Neural models do not require rule-based tokenisation. They break text into subword units, learn merges automatically and optimise the representation based on statistical patterns. Sandhi is therefore neither a barrier nor an advantage. Sanskrit compounds can be tokenised like German or Finnish compounds. Machine learning models do not lose accuracy because of Sandhi, nor do they gain computational efficiency by exploiting Sandhi.

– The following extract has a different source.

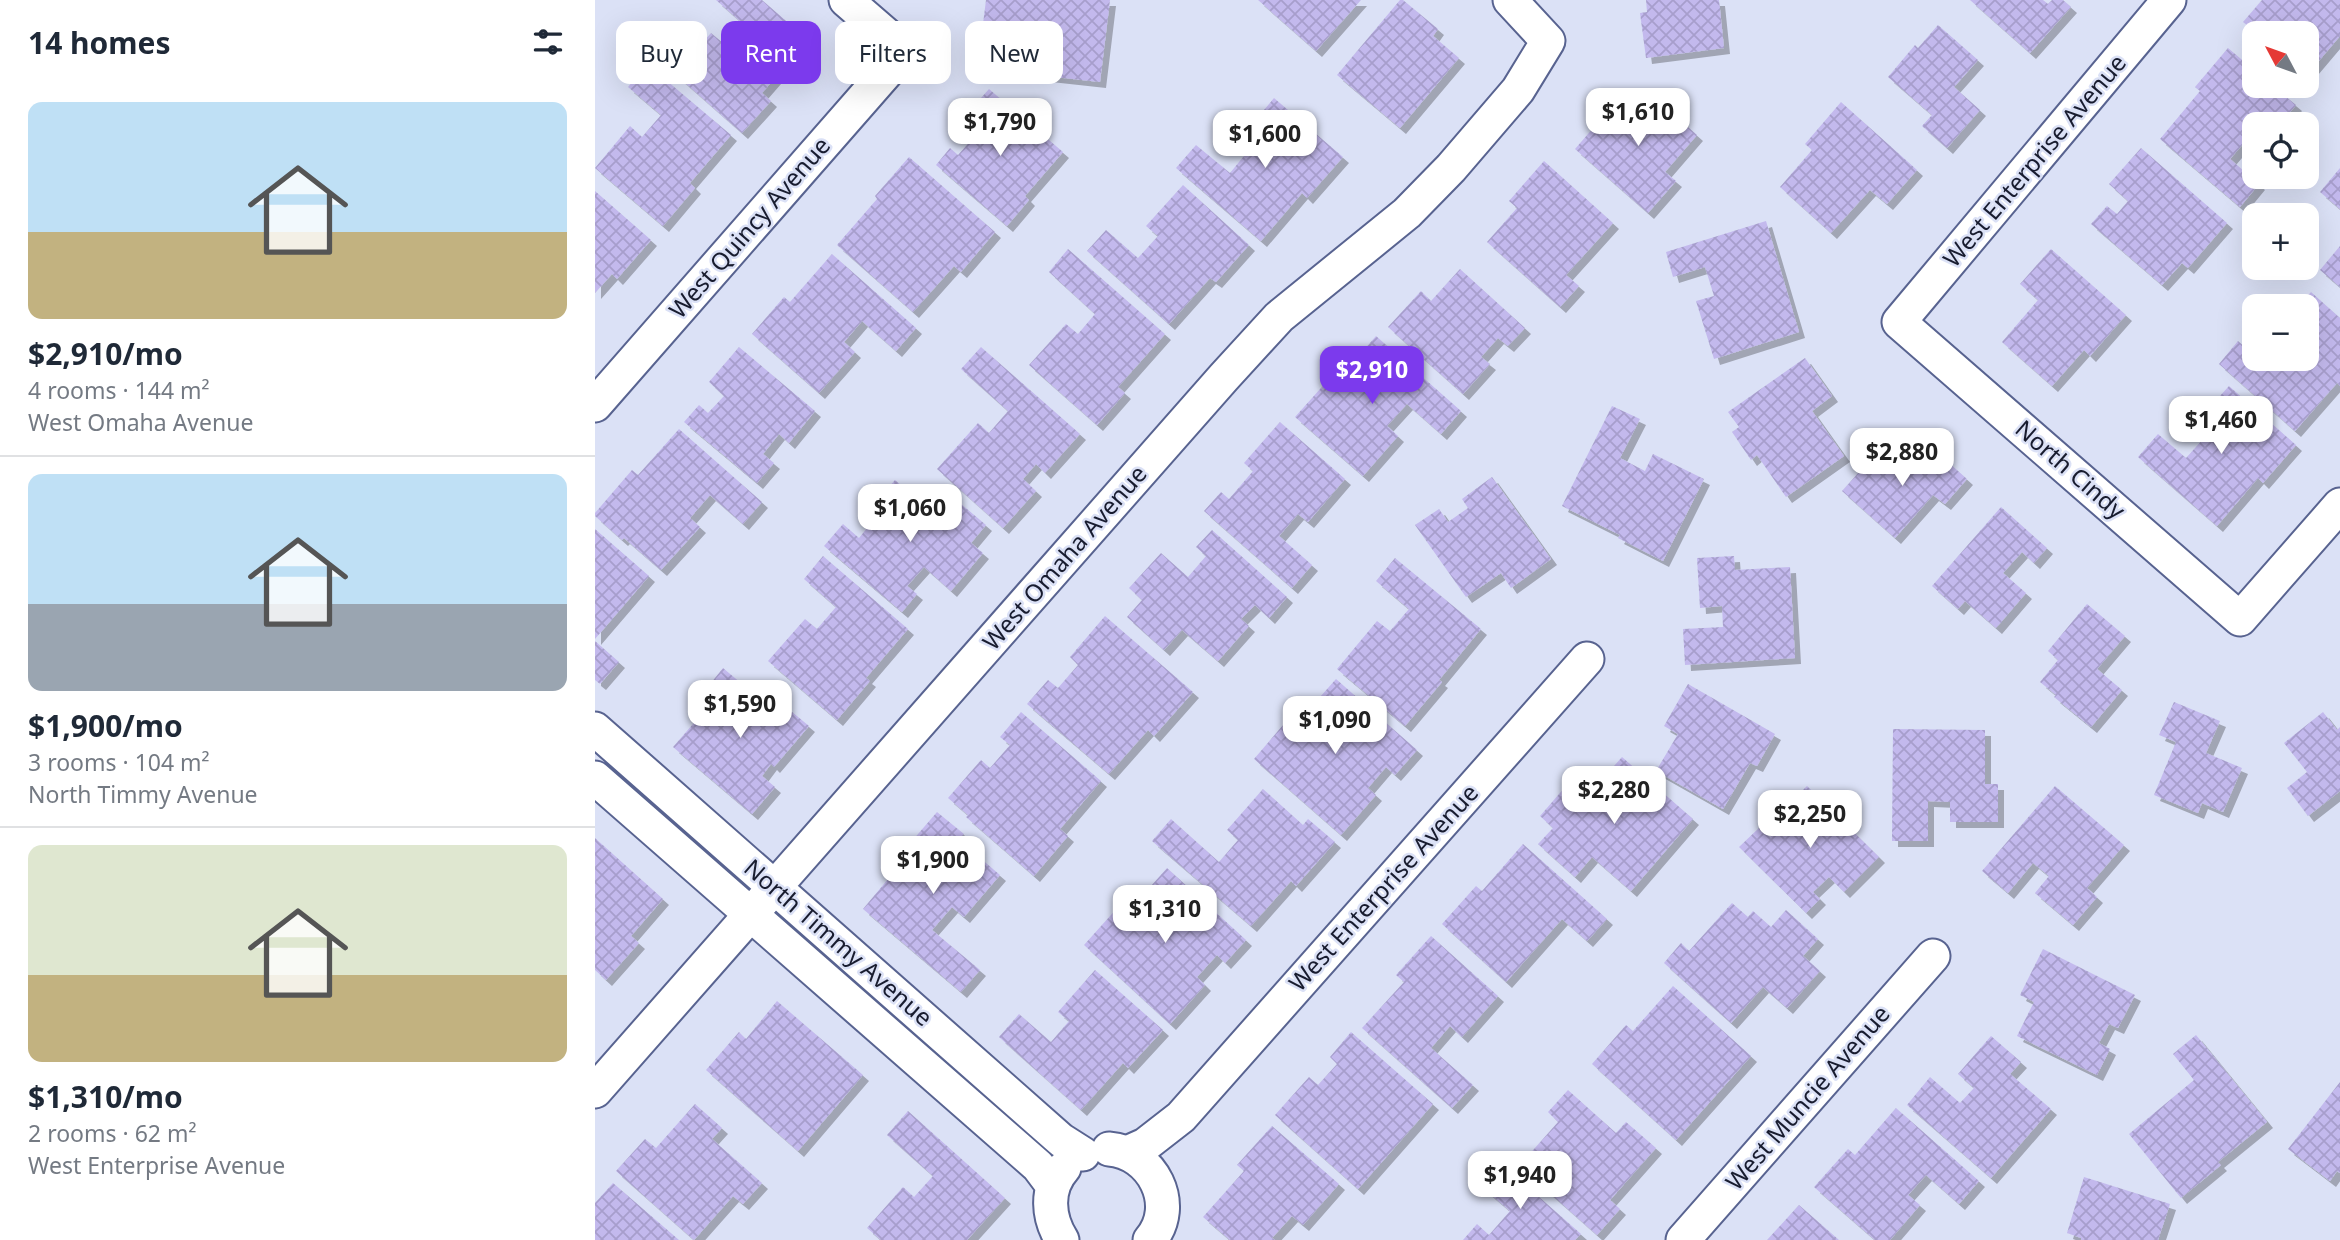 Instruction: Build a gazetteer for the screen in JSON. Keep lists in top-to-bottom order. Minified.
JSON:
{"streets":{"street":["West Enterprise Avenue","West Quincy Avenue","North Cindy","West Omaha Avenue","North Timmy Avenue","West Muncie Avenue"]},"crossings":[["West Enterprise Avenue","North Cindy"],["West Omaha Avenue","North Timmy Avenue"]],"north":"top left","page":{"heading":"14 homes","map_buttons":["+","−"],"chip":["Buy","Rent","Filters","New"],"list":[{"name":"$2,910/mo","note":"4 rooms · 144 m² · West Omaha Avenue"},{"name":"$1,900/mo","note":"3 rooms · 104 m² · North Timmy Avenue"},{"name":"$1,310/mo","note":"2 rooms · 62 m² · West Enterprise Avenue"}],"price":["$1,610","$1,790","$1,600","$2,910","$1,460","$2,880","$1,060","$1,590","$1,090","$2,280","$2,250","$1,900","$1,310","$1,940"]}}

The nationalist argument seeks to elevate Sandhi into a universal tokenisation mechanism. This misrepresents how modern language models work. Statistical tokenisation operates independently of classical grammar.
NLP in modern computing
To understand why Sanskrit’s rule-based beauty does not translate into AI utility, one must understand what NLP actually does. Natural Language Processing refers to the set of techniques that allow computers to read, write, interpret and generate human language. It powers chatbots, translation engines, predictive typing, search queries, sentiment detection, voice assistants and news summarisation.
These systems do not rely on hand-crafted grammatical rules. They rely on machine learning. They learn patterns from enormous quantities of real text and speech. Modern NLP models use neural networks with billions of parameters. They crunch statistical regularities rather than apply explicit syntactic logic. The model that understands English does so not because it knows the rules of English grammar, but because it has seen millions of examples of how words behave.
Therefore, linking Sanskrit’s traditional grammar to modern NLP misunderstands the basic architecture of contemporary AI.
Cultural pride, scientific clarity
None of this diminishes the sophistication of Sanskrit or the intellectual brilliance of Pāṇini. The Aṣṭādhyāyī is one of humanity’s outstanding analytical achievements. The Maheshwara Sutrani demonstrate extraordinary insight into phonetics. Sanskrit carries immense cultural value and remains central to Indian heritage.
What needs correction is the belief that these features grant Sanskrit an inherent technological superiority. AI does not privilege rule-based systems. It privileges scale, data richness, computational power and statistical optimisation. If India wishes to build world-class speech and language technology, it must invest in data collection, annotation, acoustic modelling and multilingual research. Celebrating civilisational heritage is useful for cultural confidence, yet scientific progress demands grounded understanding rather than mythologised claims.
Sanskrit will continue to inspire scholars, and its grammar will remain a treasure of linguistic science. Its future in modern AI will depend not on ancient sutras but on contemporary effort.